(Collected data entries)
———

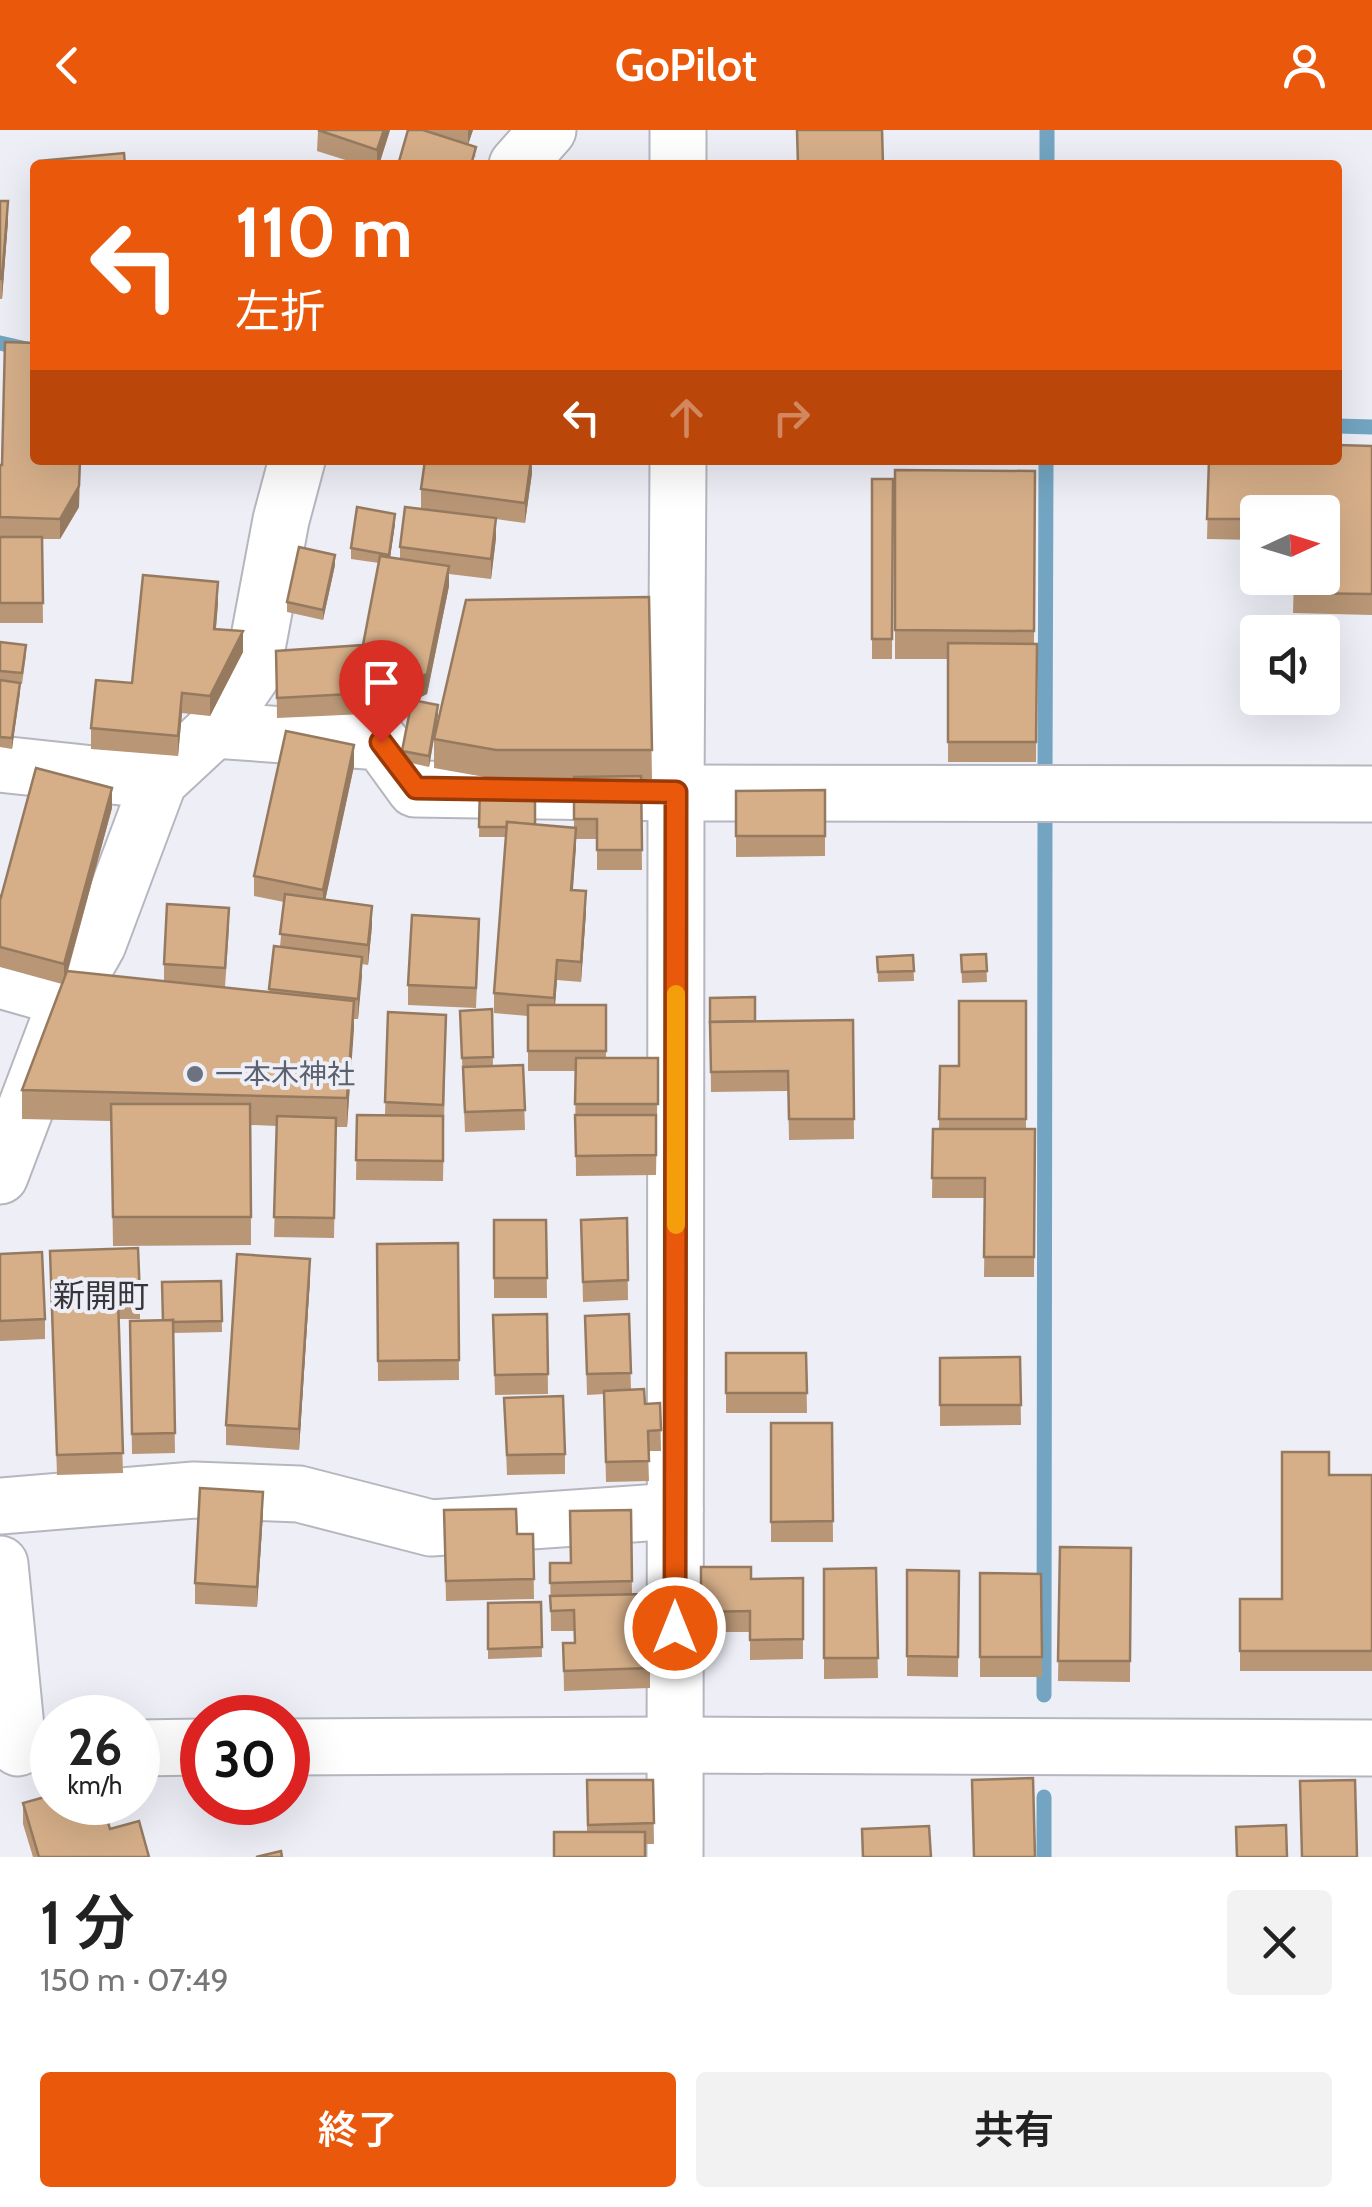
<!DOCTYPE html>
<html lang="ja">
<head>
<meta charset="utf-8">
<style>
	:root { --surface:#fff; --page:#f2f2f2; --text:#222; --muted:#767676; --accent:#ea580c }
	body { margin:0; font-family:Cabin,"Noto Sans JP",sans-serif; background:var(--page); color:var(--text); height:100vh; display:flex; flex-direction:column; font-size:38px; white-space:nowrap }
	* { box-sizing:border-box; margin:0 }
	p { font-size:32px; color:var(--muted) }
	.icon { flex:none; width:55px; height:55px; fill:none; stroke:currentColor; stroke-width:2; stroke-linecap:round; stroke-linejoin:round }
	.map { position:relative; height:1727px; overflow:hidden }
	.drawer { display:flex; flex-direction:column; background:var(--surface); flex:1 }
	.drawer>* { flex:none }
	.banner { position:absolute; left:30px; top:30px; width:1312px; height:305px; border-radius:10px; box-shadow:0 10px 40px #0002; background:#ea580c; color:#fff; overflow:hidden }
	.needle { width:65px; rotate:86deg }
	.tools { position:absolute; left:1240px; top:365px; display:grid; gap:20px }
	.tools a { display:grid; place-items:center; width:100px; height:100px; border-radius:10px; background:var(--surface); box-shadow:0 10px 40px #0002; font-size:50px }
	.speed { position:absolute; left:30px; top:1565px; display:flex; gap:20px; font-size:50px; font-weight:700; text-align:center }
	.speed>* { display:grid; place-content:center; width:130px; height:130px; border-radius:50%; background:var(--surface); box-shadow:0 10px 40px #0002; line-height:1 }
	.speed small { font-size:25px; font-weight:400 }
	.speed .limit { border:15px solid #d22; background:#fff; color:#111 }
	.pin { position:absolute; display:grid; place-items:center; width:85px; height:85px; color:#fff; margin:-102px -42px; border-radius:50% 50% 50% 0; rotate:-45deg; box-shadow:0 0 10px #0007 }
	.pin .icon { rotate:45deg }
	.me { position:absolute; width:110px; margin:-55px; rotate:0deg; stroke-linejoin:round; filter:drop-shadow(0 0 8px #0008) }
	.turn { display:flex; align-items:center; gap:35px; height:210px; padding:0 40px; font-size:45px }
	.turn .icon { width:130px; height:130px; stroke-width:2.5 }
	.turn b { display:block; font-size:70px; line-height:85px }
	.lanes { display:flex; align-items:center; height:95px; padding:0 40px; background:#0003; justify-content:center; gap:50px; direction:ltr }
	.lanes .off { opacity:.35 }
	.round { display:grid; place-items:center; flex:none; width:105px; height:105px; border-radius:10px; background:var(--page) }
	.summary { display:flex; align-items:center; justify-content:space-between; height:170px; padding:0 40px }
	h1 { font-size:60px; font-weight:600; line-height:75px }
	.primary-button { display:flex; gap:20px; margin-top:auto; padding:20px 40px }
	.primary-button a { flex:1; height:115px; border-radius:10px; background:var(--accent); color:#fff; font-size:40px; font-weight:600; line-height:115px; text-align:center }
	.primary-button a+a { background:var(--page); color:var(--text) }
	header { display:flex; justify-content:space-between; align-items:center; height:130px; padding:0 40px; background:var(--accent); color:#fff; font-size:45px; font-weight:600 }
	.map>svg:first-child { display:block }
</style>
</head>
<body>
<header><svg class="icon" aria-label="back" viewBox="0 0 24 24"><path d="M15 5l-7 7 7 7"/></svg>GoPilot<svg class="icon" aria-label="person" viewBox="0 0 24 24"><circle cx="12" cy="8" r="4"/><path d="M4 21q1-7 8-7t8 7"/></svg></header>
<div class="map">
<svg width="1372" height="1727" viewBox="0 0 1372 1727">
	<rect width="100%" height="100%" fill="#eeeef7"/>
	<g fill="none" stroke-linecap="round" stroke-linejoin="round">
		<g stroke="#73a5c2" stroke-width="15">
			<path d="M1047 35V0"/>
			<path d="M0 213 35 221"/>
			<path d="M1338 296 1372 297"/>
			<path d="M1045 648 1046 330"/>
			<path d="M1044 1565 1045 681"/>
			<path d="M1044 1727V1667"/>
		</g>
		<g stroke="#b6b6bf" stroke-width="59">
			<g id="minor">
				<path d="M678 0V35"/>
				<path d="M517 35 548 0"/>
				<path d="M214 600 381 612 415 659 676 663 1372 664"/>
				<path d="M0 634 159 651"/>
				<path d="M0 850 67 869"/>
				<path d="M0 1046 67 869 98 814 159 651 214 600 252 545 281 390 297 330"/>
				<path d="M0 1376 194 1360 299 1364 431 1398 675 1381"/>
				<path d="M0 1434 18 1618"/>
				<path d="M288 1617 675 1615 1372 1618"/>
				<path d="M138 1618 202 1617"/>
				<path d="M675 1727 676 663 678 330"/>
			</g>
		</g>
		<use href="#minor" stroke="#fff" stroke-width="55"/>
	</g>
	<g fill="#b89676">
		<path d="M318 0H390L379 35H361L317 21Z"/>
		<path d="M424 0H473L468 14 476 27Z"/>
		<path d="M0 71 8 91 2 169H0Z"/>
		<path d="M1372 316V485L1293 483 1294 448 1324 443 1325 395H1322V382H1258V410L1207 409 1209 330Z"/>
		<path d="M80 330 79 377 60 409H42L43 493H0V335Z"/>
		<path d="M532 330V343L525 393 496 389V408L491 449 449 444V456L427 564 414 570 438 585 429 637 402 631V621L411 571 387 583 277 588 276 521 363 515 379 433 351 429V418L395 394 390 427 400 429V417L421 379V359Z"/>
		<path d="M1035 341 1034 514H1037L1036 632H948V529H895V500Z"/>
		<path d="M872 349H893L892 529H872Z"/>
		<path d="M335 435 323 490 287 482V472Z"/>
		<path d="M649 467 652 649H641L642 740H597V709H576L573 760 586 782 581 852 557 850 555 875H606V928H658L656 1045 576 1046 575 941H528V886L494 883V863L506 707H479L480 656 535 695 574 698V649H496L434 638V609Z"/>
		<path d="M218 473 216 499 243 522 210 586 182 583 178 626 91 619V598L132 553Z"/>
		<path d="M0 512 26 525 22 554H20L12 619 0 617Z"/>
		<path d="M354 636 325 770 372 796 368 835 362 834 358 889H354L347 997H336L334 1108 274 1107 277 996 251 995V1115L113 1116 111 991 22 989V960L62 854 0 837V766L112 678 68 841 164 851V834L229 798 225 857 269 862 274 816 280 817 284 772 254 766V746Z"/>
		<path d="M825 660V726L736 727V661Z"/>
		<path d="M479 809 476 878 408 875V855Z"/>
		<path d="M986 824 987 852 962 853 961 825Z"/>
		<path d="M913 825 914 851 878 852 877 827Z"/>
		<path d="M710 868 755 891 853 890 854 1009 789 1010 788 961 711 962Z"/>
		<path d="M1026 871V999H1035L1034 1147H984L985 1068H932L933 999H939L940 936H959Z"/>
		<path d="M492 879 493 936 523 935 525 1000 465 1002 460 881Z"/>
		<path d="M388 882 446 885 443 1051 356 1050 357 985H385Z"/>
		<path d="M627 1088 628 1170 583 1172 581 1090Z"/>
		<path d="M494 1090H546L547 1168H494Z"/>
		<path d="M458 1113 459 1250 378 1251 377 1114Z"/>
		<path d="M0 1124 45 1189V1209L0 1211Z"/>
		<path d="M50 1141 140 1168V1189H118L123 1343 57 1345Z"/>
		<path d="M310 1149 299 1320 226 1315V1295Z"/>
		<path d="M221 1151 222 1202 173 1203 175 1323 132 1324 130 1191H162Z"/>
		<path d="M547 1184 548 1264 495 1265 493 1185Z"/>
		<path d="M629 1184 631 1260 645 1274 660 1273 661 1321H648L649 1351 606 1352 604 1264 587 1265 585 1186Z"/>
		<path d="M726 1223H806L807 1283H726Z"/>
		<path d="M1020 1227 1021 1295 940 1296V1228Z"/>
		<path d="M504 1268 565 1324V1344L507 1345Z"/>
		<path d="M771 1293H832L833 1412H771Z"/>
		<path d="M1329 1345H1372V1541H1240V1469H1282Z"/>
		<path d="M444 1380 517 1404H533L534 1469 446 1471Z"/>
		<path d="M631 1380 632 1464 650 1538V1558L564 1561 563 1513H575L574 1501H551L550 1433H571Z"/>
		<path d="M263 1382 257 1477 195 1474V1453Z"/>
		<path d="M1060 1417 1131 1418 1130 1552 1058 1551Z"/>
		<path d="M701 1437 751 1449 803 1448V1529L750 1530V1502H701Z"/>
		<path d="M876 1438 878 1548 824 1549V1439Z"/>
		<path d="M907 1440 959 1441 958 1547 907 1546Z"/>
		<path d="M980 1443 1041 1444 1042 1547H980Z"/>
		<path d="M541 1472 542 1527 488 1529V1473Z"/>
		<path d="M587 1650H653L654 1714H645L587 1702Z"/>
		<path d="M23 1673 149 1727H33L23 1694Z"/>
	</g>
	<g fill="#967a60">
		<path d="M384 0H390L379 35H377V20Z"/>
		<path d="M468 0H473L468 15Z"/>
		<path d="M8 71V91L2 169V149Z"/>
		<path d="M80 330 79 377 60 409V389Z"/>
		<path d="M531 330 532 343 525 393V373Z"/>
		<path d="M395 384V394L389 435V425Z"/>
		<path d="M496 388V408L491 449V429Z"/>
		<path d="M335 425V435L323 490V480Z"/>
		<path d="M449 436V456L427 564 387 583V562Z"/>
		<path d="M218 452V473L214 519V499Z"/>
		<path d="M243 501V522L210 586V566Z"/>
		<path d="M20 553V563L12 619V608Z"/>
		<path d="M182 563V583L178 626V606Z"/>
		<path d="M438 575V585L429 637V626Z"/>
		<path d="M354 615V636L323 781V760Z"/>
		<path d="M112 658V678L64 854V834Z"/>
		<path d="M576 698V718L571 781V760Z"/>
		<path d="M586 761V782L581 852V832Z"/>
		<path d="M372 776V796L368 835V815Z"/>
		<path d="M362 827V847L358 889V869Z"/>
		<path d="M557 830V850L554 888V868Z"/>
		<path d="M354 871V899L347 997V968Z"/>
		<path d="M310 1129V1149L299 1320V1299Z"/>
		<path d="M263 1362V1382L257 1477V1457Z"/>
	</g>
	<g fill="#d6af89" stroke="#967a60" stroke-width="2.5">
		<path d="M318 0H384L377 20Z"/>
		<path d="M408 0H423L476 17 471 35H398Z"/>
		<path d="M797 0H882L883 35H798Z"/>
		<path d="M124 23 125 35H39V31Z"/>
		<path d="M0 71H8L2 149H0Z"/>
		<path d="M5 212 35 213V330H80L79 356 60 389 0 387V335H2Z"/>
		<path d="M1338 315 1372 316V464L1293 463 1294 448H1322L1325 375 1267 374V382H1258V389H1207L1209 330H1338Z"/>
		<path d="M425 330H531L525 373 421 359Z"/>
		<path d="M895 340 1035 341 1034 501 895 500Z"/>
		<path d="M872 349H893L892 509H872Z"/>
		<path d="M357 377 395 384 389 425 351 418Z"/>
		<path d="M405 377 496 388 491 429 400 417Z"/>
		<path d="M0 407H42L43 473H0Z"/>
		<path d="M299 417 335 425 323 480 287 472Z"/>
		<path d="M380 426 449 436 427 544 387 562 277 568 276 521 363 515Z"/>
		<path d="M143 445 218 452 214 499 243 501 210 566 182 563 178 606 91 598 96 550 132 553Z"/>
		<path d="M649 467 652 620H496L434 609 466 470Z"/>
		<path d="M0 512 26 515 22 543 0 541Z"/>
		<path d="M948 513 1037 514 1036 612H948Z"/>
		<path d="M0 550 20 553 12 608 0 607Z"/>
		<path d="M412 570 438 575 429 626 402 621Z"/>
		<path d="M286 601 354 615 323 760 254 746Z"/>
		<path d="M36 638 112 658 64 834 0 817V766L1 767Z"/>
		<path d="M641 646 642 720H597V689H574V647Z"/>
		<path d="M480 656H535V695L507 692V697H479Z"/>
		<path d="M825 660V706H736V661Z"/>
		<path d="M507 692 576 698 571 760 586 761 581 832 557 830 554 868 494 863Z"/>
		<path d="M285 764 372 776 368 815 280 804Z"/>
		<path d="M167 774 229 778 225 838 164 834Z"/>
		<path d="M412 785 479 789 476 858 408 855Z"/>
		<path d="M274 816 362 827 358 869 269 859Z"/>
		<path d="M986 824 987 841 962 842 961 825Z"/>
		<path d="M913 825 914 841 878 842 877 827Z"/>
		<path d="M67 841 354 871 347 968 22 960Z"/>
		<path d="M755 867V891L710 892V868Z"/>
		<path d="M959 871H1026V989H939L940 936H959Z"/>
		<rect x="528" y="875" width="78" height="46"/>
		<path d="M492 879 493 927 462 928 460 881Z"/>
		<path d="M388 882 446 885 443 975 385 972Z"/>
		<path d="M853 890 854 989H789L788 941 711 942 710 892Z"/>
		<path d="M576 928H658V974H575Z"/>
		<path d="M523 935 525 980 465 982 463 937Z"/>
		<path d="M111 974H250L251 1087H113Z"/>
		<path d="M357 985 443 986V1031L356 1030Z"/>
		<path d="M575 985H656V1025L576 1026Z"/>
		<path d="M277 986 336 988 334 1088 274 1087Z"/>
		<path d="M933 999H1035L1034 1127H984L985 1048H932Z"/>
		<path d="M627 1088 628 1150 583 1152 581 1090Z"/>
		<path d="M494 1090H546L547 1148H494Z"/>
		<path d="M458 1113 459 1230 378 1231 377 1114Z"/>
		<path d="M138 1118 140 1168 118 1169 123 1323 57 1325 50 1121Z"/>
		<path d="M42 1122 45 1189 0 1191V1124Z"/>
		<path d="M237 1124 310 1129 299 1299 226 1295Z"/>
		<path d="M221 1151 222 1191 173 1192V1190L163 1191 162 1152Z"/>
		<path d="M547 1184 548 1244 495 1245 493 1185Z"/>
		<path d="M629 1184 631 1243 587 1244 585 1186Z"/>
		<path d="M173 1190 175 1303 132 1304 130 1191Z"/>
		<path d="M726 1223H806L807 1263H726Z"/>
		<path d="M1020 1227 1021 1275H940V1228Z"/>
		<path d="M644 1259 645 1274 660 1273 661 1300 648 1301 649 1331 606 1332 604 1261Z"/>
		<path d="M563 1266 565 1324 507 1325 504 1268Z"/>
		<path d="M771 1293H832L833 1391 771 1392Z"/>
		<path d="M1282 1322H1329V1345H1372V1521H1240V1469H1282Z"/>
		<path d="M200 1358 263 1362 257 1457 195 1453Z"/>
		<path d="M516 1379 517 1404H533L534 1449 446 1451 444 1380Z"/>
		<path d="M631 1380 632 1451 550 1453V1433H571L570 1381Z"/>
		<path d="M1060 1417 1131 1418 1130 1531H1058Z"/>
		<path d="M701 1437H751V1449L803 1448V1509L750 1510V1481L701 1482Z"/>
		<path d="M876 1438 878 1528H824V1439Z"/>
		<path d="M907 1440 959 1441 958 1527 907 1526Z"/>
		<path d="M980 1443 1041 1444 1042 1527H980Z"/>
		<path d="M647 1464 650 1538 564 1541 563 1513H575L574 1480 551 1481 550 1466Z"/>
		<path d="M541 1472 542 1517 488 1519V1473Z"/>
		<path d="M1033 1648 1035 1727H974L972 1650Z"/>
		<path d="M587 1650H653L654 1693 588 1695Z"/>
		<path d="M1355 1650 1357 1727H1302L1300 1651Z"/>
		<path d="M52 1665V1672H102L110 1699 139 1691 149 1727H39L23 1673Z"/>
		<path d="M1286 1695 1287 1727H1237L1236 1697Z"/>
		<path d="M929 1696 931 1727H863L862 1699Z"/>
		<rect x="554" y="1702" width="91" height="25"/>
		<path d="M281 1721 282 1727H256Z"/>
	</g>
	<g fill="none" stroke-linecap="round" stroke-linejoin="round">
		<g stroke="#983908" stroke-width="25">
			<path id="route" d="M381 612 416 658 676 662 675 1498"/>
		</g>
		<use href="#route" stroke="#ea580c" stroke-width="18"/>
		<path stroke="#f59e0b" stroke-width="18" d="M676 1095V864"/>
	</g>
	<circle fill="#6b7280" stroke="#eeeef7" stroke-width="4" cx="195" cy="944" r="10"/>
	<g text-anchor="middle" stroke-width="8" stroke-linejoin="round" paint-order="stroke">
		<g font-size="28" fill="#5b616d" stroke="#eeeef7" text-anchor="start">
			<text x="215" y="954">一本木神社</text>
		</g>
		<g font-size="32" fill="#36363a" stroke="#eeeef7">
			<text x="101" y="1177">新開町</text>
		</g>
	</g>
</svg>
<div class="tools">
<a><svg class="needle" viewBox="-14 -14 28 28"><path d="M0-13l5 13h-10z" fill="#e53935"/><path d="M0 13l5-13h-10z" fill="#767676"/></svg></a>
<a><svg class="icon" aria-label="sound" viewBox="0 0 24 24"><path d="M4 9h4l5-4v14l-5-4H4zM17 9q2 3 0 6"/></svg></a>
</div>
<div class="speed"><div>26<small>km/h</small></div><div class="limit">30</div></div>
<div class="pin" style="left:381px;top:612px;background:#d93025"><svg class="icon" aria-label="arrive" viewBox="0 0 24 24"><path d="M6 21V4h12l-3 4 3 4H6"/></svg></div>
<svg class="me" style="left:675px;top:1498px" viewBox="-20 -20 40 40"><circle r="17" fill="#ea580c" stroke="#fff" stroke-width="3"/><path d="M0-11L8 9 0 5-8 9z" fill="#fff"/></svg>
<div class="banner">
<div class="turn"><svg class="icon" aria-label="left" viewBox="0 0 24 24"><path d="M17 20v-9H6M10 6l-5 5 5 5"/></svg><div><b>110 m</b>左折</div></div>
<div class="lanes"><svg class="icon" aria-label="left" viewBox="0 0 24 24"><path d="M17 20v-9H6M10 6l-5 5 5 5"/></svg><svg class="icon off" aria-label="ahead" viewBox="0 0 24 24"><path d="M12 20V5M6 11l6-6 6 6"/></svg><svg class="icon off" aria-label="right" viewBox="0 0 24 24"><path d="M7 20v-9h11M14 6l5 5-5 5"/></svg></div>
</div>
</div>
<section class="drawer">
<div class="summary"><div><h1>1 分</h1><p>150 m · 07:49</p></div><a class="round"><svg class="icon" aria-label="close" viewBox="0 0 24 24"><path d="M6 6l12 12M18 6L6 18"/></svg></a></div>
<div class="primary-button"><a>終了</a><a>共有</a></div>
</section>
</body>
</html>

———

**Activity:** From the records above, print only the lines between the one holding "position:absolute; left:1240px; top:365px;" and the one holding "display:block; font-size:70px; line-height:85px", inclusive, exactly as they stand.

**Reply to the task:**
	.tools { position:absolute; left:1240px; top:365px; display:grid; gap:20px }
	.tools a { display:grid; place-items:center; width:100px; height:100px; border-radius:10px; background:var(--surface); box-shadow:0 10px 40px #0002; font-size:50px }
	.speed { position:absolute; left:30px; top:1565px; display:flex; gap:20px; font-size:50px; font-weight:700; text-align:center }
	.speed>* { display:grid; place-content:center; width:130px; height:130px; border-radius:50%; background:var(--surface); box-shadow:0 10px 40px #0002; line-height:1 }
	.speed small { font-size:25px; font-weight:400 }
	.speed .limit { border:15px solid #d22; background:#fff; color:#111 }
	.pin { position:absolute; display:grid; place-items:center; width:85px; height:85px; color:#fff; margin:-102px -42px; border-radius:50% 50% 50% 0; rotate:-45deg; box-shadow:0 0 10px #0007 }
	.pin .icon { rotate:45deg }
	.me { position:absolute; width:110px; margin:-55px; rotate:0deg; stroke-linejoin:round; filter:drop-shadow(0 0 8px #0008) }
	.turn { display:flex; align-items:center; gap:35px; height:210px; padding:0 40px; font-size:45px }
	.turn .icon { width:130px; height:130px; stroke-width:2.5 }
	.turn b { display:block; font-size:70px; line-height:85px }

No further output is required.